He sits there to this day, at the very
bottom of his rubbage heap and bins of trash, covered with a mountain
of paper, and in the dimness of that cellar the diamond pen still
jumps and flickers like the purest flame, recording whatever the
Demon of the Second Kind culls from dancing atoms in the rancid air
that flows through the hole of the old barrel; and so poor Pugg,
crushed beneath that avalanche of fact, learns no end of things
about rickshaws, rents and roaches, and about his own fate, which has
been related here, for that too is included in some section of the
tape—as are the histories, accounts and prophecies of all
things in creation, up until the day the stars burn out; and there is
no hope for him, since this is the harsh sentence the constructors
passed upon him for his pirately assault— unless of course the
tape runs out, for lack of paper.
The
Seventh Sally
OR
How Trurl's
Own Perfection Led to
No Good
The Universe is infinite but bounded,
and therefore a beam of light, in whatever direction it may travel,
will after billions of centuries return—if powerful
enough—to the point of its departure; and it is no different
with rumor, that flies about from star to star and makes the rounds
of every planet.

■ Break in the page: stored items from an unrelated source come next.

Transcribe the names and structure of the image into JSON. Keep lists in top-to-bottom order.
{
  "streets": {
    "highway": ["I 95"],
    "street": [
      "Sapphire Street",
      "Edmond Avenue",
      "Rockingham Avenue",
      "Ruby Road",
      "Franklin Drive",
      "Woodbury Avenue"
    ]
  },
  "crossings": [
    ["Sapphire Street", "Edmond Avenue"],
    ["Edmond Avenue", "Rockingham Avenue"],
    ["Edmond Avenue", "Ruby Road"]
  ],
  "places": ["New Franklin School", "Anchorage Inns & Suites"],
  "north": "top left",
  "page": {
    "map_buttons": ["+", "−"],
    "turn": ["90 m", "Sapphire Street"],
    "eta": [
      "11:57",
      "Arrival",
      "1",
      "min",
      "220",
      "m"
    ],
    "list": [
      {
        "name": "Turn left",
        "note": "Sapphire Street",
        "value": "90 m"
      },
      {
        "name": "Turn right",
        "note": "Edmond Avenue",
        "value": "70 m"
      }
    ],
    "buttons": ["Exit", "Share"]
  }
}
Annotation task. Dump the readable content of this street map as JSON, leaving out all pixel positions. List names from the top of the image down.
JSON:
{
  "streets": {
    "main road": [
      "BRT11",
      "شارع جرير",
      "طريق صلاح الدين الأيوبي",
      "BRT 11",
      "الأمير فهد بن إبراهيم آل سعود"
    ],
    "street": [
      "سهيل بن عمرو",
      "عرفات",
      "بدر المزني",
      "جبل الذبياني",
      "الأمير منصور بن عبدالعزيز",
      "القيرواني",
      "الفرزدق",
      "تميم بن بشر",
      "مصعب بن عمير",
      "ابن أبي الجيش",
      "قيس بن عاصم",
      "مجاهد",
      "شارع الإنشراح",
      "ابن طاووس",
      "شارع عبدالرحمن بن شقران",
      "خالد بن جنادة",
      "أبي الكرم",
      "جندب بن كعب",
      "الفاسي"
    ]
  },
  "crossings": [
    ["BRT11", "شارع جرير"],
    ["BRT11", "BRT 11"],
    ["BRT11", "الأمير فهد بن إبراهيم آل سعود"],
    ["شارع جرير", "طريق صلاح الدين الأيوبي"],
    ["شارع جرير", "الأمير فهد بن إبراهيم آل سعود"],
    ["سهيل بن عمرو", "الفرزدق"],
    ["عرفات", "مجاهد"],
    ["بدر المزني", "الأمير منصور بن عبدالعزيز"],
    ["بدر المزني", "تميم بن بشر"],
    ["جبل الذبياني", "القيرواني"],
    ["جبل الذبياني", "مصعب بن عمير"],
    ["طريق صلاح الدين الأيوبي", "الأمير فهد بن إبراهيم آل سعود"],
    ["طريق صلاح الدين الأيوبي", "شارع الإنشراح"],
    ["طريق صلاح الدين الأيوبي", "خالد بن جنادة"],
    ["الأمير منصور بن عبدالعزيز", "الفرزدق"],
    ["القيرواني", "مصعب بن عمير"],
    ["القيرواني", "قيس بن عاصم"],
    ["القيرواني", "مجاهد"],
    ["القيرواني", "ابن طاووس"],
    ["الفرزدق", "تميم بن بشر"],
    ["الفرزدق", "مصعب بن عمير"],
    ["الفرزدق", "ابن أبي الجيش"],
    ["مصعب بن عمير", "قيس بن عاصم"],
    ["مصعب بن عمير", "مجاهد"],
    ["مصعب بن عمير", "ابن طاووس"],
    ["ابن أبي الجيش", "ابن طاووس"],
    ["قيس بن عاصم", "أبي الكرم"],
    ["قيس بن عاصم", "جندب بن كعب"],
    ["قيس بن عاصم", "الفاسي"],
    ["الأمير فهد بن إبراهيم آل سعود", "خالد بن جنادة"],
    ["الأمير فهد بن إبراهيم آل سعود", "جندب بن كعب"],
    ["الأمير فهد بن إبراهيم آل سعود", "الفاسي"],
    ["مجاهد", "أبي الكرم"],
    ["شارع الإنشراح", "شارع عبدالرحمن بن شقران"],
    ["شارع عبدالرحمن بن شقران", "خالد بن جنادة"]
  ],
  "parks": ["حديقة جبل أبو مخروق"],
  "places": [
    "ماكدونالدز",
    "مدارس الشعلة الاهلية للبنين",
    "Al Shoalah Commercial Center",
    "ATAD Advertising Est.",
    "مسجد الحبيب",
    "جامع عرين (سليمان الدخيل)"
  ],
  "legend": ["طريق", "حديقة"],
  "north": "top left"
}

One day Trurl heard distant reports of two mighty
constructor-benefactors, so wise and so accomplished that they had no
equal; with this news he ran to Klapaucius, who explained to him that
these were not mysterious rivals, but only themselves, for their fame
had circumnavigated space. Fame, however, has this fault, that it
says nothing of one's failures, even when those very failures are the
product of a great perfection. And he who would doubt this, let him
recall the last of the seven sallies of Trurl, which was
undertaken without klapaucius, whom certain urgent duties kept
at home at the time.
In those days Trurl was exceedingly
vain, receiving all marks of veneration and honor paid to him as his
due and a perfectly normal thing. He was heading north in his ship,
as he was the least familiar with that region, and had flown through
the void for quite some time, passing spheres full of the clamor of
war as well as spheres that had finally obtained the perfect
peace of desolation, when suddenly a little planet came into view,
really more of a stray fragment of matter than a planet.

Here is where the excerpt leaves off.